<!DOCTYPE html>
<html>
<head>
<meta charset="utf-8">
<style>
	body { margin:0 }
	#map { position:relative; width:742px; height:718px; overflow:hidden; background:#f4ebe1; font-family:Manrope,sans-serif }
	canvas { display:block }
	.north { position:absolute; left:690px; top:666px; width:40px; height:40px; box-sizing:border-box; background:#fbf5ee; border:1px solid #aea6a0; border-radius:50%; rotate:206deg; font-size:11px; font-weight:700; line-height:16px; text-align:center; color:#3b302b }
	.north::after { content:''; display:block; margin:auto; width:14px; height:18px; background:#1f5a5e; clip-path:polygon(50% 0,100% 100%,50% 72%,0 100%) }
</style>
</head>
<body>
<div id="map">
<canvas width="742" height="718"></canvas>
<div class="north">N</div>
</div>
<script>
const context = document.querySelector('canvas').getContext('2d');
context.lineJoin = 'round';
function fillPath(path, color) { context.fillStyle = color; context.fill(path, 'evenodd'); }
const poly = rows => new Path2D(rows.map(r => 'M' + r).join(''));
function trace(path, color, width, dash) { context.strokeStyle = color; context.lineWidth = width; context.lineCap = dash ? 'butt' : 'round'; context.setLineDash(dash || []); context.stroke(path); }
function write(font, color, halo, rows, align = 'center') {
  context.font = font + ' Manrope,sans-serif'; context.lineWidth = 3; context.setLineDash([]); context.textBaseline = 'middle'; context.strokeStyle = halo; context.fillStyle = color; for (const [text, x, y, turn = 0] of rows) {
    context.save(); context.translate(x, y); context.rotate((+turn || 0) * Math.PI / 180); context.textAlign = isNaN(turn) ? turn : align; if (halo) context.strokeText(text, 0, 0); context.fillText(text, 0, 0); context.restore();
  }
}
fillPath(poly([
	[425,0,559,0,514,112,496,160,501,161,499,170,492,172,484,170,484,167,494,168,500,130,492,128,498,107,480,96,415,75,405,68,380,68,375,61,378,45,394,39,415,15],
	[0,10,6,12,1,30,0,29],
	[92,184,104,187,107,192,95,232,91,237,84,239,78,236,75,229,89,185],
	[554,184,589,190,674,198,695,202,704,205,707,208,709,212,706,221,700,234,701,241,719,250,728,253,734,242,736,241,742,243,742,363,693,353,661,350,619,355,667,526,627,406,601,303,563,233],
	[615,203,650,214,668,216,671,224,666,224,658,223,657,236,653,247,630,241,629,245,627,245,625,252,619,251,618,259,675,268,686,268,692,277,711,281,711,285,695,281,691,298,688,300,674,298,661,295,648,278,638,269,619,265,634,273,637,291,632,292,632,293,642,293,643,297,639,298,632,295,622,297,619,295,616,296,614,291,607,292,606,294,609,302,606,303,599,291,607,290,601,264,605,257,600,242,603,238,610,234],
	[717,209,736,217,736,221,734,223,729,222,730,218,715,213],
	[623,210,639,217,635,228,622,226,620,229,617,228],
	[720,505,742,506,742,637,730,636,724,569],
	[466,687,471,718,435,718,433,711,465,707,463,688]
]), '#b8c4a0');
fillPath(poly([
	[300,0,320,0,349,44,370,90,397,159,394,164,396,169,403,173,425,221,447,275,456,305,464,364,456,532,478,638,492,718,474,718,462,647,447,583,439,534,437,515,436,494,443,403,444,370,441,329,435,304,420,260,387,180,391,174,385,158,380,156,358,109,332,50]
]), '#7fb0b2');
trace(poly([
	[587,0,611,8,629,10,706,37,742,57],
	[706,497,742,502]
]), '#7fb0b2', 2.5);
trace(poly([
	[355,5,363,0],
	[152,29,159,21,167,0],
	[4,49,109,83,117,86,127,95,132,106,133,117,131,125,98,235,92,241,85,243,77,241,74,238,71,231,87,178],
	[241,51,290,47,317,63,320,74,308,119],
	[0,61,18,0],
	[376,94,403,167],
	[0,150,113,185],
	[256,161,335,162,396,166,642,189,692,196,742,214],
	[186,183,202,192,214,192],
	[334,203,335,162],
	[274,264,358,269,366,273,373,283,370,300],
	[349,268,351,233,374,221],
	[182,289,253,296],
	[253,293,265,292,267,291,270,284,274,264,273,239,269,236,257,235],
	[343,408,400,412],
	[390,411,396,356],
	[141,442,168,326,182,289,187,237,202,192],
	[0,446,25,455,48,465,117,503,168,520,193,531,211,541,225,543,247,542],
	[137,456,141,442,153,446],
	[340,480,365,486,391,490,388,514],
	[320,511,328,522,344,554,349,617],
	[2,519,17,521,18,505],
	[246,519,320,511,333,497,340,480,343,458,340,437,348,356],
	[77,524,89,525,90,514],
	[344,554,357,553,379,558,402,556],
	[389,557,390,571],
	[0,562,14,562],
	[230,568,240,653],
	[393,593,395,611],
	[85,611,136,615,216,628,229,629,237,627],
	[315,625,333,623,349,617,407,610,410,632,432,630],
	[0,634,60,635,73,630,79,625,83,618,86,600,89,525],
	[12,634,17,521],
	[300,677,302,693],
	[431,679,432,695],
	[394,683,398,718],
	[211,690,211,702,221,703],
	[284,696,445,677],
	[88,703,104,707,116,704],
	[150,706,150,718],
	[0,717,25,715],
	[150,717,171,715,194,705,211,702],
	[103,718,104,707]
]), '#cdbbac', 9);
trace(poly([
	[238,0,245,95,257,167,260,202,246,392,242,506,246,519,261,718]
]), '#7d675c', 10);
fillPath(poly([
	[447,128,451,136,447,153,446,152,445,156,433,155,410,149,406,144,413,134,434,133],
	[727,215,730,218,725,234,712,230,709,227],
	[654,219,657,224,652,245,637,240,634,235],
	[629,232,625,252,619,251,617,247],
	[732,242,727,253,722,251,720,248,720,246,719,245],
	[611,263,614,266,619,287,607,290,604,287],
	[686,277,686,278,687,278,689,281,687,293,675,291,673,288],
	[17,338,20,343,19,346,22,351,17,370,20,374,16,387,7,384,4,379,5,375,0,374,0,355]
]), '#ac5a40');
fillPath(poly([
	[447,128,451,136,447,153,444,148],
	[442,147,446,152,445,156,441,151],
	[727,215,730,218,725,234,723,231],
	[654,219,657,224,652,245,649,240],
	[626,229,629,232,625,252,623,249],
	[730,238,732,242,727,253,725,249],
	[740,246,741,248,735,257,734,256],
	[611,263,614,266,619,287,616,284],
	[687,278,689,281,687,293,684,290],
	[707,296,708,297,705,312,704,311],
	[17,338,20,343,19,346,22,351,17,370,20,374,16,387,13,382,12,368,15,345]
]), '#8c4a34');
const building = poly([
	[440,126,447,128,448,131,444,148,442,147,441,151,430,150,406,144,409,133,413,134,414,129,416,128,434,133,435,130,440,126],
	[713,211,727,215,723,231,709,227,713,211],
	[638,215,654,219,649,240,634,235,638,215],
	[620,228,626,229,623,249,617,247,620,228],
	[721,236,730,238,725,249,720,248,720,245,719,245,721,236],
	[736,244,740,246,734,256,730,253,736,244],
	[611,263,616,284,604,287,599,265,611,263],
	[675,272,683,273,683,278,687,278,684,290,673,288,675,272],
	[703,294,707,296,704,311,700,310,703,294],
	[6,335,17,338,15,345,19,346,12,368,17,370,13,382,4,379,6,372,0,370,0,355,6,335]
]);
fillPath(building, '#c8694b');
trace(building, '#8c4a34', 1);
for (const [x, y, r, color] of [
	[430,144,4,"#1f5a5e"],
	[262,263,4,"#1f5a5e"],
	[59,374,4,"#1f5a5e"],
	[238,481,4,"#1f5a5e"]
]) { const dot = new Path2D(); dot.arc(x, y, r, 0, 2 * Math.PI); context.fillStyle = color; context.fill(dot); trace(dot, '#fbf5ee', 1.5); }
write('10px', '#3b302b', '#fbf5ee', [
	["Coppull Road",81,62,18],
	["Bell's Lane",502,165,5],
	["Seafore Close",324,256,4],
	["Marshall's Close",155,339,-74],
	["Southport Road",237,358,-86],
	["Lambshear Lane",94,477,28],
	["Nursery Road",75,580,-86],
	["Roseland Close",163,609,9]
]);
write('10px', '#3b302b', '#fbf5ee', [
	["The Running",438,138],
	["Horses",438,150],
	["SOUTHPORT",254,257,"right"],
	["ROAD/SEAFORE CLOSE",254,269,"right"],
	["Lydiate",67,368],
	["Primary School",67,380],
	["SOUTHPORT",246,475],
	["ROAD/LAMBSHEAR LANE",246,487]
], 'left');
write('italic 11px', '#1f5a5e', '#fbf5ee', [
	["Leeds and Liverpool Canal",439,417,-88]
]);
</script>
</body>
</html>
· · ·
Write out the records exactly, starting at the first line and stopping after the line that contains "const poly = rows".

## The answer
<!DOCTYPE html>
<html>
<head>
<meta charset="utf-8">
<style>
	body { margin:0 }
	#map { position:relative; width:742px; height:718px; overflow:hidden; background:#f4ebe1; font-family:Manrope,sans-serif }
	canvas { display:block }
	.north { position:absolute; left:690px; top:666px; width:40px; height:40px; box-sizing:border-box; background:#fbf5ee; border:1px solid #aea6a0; border-radius:50%; rotate:206deg; font-size:11px; font-weight:700; line-height:16px; text-align:center; color:#3b302b }
	.north::after { content:''; display:block; margin:auto; width:14px; height:18px; background:#1f5a5e; clip-path:polygon(50% 0,100% 100%,50% 72%,0 100%) }
</style>
</head>
<body>
<div id="map">
<canvas width="742" height="718"></canvas>
<div class="north">N</div>
</div>
<script>
const context = document.querySelector('canvas').getContext('2d');
context.lineJoin = 'round';
function fillPath(path, color) { context.fillStyle = color; context.fill(path, 'evenodd'); }
const poly = rows => new Path2D(rows.map(r => 'M' + r).join(''));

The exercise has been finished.